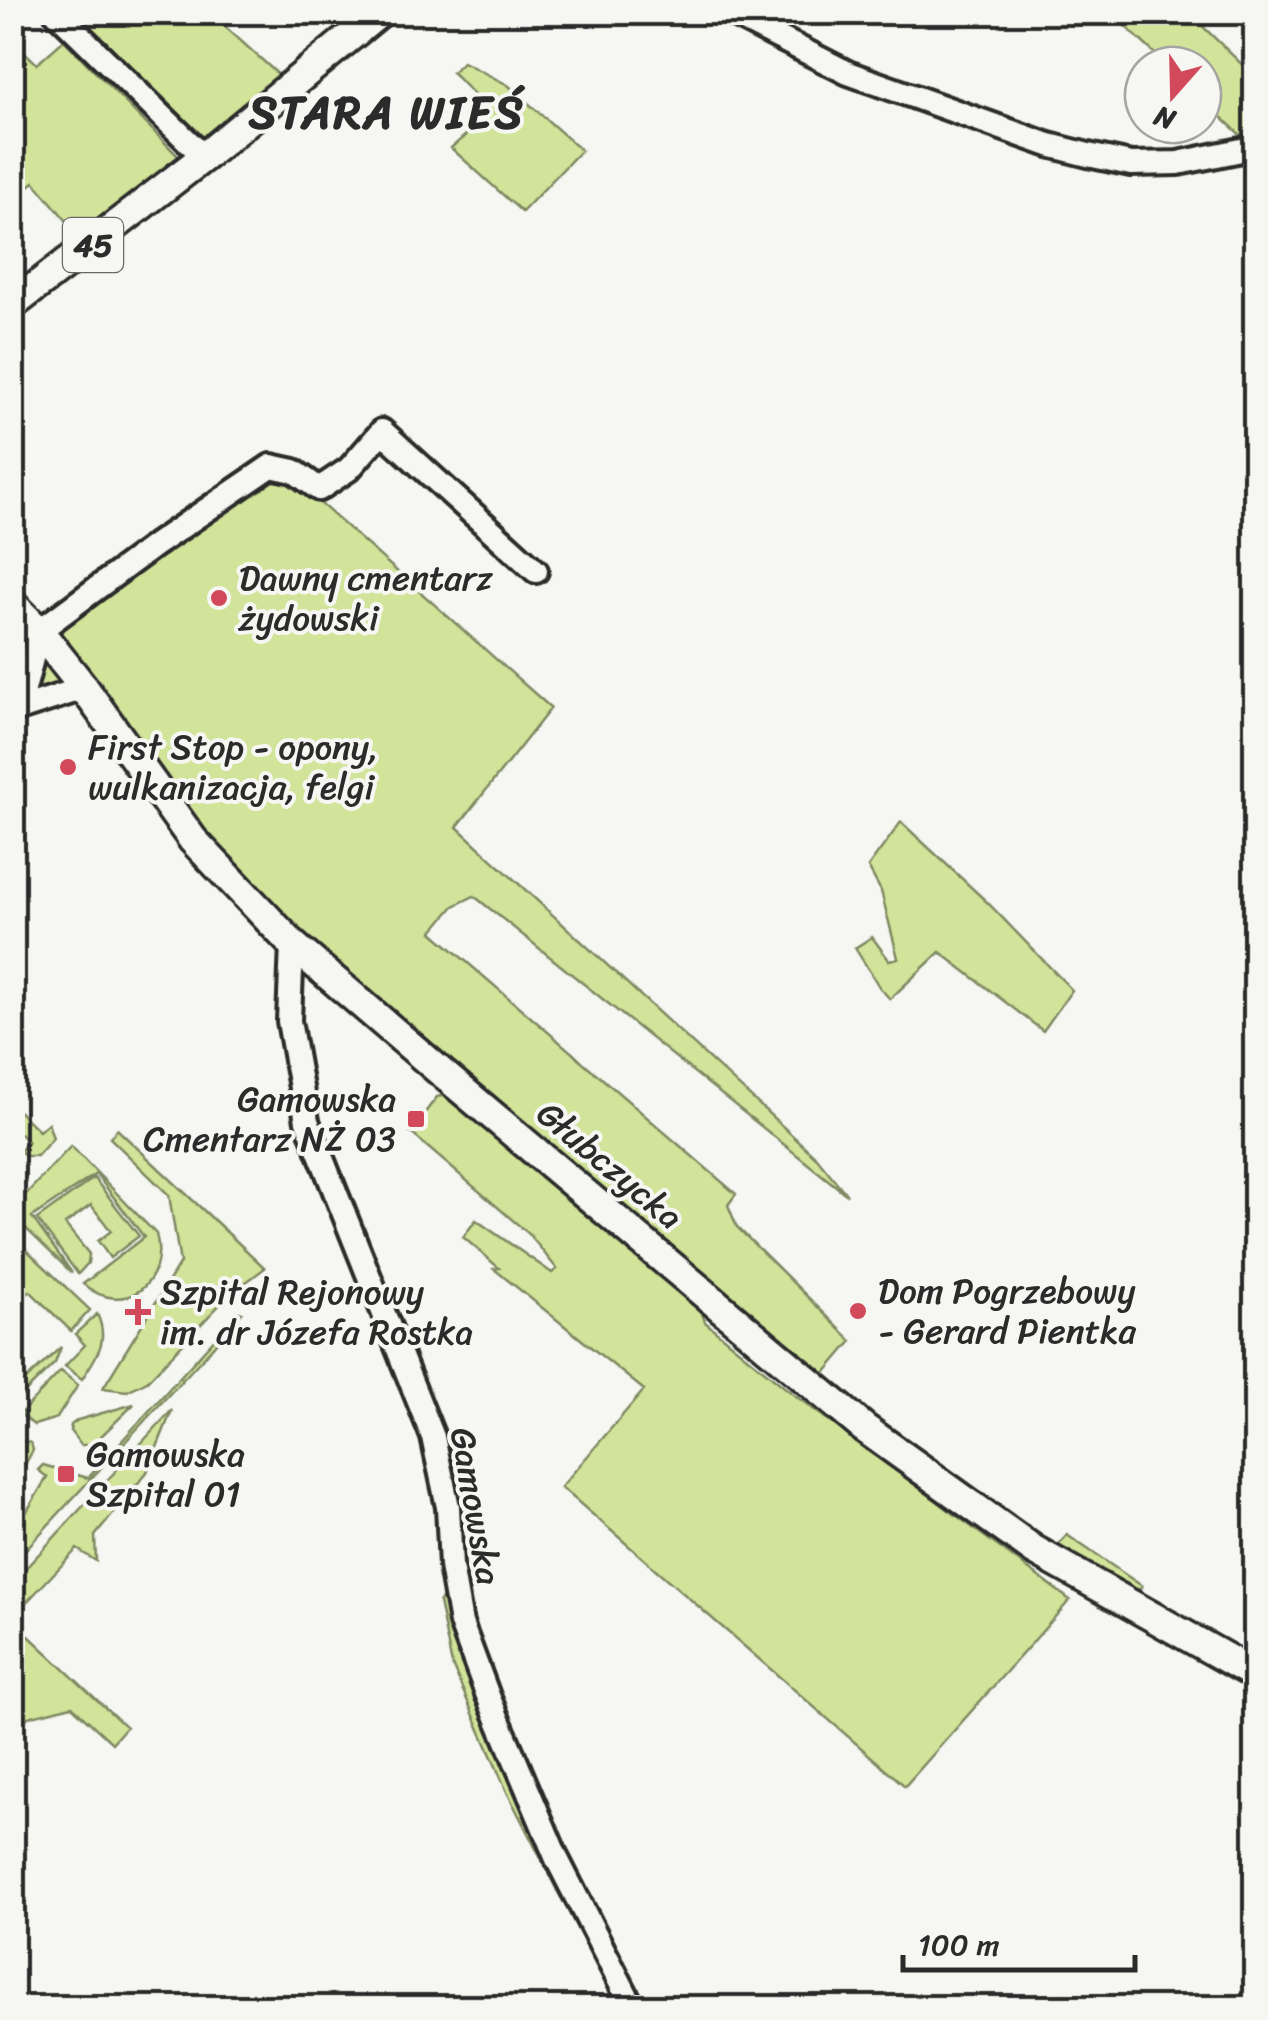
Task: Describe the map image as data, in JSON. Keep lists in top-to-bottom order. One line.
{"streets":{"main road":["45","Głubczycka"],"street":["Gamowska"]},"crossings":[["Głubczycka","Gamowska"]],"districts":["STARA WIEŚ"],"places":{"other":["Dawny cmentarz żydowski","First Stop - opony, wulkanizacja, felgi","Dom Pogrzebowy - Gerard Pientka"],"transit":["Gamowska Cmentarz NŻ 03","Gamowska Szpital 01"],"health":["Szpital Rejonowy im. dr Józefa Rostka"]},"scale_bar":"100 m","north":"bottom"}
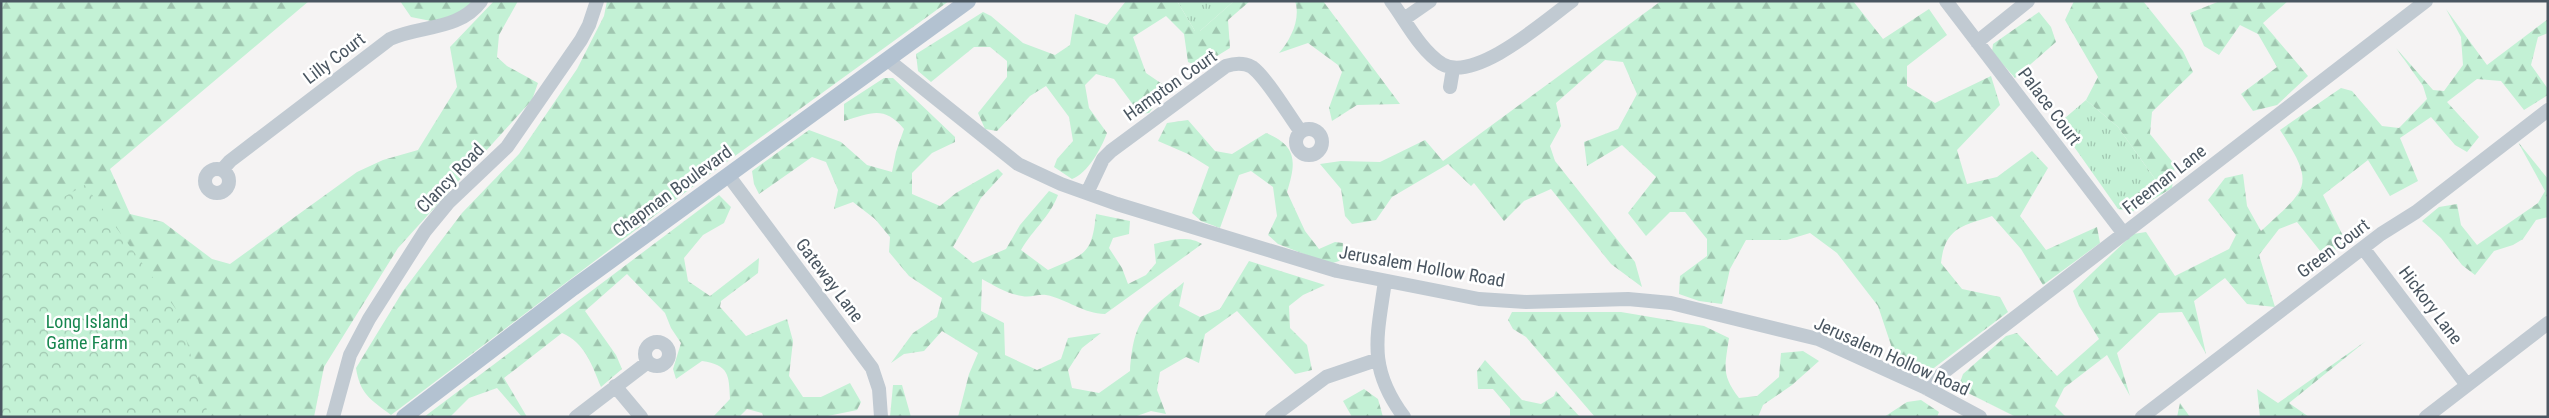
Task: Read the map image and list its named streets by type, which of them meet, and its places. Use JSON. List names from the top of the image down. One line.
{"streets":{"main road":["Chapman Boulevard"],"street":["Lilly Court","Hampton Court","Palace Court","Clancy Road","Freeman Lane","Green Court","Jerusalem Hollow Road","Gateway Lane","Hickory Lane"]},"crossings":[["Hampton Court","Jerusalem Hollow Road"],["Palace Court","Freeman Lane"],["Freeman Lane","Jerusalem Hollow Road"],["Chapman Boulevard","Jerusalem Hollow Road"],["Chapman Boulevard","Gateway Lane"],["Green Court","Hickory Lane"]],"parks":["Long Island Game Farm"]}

────────────────

• _Directions_: Print out the complete listing above exactly, dropping each image.

• _Result of this exercise_:
Task: Describe the map image as data, in JSON. Keep lists in top-to-bottom order. One line.
{"streets":{"main road":["45","Głubczycka"],"street":["Gamowska"]},"crossings":[["Głubczycka","Gamowska"]],"districts":["STARA WIEŚ"],"places":{"other":["Dawny cmentarz żydowski","First Stop - opony, wulkanizacja, felgi","Dom Pogrzebowy - Gerard Pientka"],"transit":["Gamowska Cmentarz NŻ 03","Gamowska Szpital 01"],"health":["Szpital Rejonowy im. dr Józefa Rostka"]},"scale_bar":"100 m","north":"bottom"}
Task: Read the map image and list its named streets by type, which of them meet, and its places. Use JSON. List names from the top of the image down. One line.
{"streets":{"main road":["Chapman Boulevard"],"street":["Lilly Court","Hampton Court","Palace Court","Clancy Road","Freeman Lane","Green Court","Jerusalem Hollow Road","Gateway Lane","Hickory Lane"]},"crossings":[["Hampton Court","Jerusalem Hollow Road"],["Palace Court","Freeman Lane"],["Freeman Lane","Jerusalem Hollow Road"],["Chapman Boulevard","Jerusalem Hollow Road"],["Chapman Boulevard","Gateway Lane"],["Green Court","Hickory Lane"]],"parks":["Long Island Game Farm"]}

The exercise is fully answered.